I’m happy to report that I have arrived safe and sound to Ireland. However, the second I stepped off the plane I instantly regretted packing all my cute summer dresses, shorts and tanks. Now that I live in Hotlanta, it’s hard to imagine places out there that are in fact colder. Even in summer. And yes, I know I grew up here and should absolutely know better, but I somehow managed to convince myself during the packing process that it wasn’t as chilly as I remembered. That, and the hope that Global Warming had finally made an appearance in Ireland was kinda the idea I’d been latching onto. Sadly no.

Haven’t really been up to much the past few days. Just spending time getting my sleeping pattern in line with the rest of Europe. Hanging out with the family and preparing to re-pack and head off to Portugal tomorrow. Its all very exciting.

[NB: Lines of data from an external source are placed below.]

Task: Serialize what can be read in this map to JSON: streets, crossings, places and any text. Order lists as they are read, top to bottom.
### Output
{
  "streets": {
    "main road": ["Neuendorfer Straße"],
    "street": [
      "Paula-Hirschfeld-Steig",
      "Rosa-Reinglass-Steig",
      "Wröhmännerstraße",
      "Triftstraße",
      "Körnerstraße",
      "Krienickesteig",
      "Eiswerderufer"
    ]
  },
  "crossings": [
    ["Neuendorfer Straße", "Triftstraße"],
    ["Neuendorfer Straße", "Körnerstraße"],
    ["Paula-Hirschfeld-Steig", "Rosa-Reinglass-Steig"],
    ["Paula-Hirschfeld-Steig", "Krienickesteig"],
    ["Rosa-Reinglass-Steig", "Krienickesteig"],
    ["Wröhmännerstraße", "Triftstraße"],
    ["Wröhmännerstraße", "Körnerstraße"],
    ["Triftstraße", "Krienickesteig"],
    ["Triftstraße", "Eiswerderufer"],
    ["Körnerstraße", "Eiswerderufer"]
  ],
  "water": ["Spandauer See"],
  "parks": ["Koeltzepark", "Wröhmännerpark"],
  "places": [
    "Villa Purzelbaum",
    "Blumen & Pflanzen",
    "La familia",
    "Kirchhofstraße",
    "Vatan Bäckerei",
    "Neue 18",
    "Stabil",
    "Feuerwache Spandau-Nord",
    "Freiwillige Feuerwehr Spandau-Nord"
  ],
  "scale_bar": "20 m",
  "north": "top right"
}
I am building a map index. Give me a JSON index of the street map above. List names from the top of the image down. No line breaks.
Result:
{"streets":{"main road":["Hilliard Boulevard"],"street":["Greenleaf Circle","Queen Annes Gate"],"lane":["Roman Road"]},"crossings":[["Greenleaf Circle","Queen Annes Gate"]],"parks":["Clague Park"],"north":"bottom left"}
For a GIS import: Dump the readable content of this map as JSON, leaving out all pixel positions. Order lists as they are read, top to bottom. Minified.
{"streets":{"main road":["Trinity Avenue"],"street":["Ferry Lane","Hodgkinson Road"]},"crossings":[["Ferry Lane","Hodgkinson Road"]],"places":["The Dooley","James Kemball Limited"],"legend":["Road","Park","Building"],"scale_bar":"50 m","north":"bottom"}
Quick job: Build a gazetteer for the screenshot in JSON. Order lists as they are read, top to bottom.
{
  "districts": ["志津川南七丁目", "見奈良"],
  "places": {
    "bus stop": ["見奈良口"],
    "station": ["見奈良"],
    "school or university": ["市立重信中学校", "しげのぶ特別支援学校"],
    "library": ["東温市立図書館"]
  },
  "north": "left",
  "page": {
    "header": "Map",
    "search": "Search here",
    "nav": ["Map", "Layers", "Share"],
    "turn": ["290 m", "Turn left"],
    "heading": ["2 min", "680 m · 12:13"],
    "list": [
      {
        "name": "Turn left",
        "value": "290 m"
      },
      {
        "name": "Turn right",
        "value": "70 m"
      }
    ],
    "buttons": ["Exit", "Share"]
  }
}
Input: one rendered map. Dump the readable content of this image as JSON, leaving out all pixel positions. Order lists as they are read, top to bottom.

So good luck to us for Sunday. I’ll be sure to let you all know how it goes.

Monday, June 16, 2008

Homeward Bound


I’m off on my travels again this week. Today I leave for Ireland. Yes, I’m heading home and I’m so friggin excited. I can’t wait to see my family and friends. It’s hard to explain the buzz, but just knowing that you are going back to the people and the places that are so familiar and comfortable is awesome. It’s like taking a deep breath and relaxing. Everything will be all right, your home.

I’ll be in Ireland until Friday, then the Irish relay team is off to compete in Portugal on Sunday. This will be the second race in our effort to get Olympic qualification and the excellent news is Joanne, our key team member, is back from injury. So we are very much looking forward to getting out there this weekend and racing our asses off.

But right now my focus is on finishing all my packing. So the next time you hear from me, I’ll be in the Emerald Isle. Bon voyage to me.

Saturday, June 14, 2008

Pure Awkward

I had a situation happen at work the other day. One of my co-workers told me that one of the managers, Dan, got a promotion. So, obviously when I next saw Dan, I congratulated him. But it ended up being the most awkward and messed up congratulations ever.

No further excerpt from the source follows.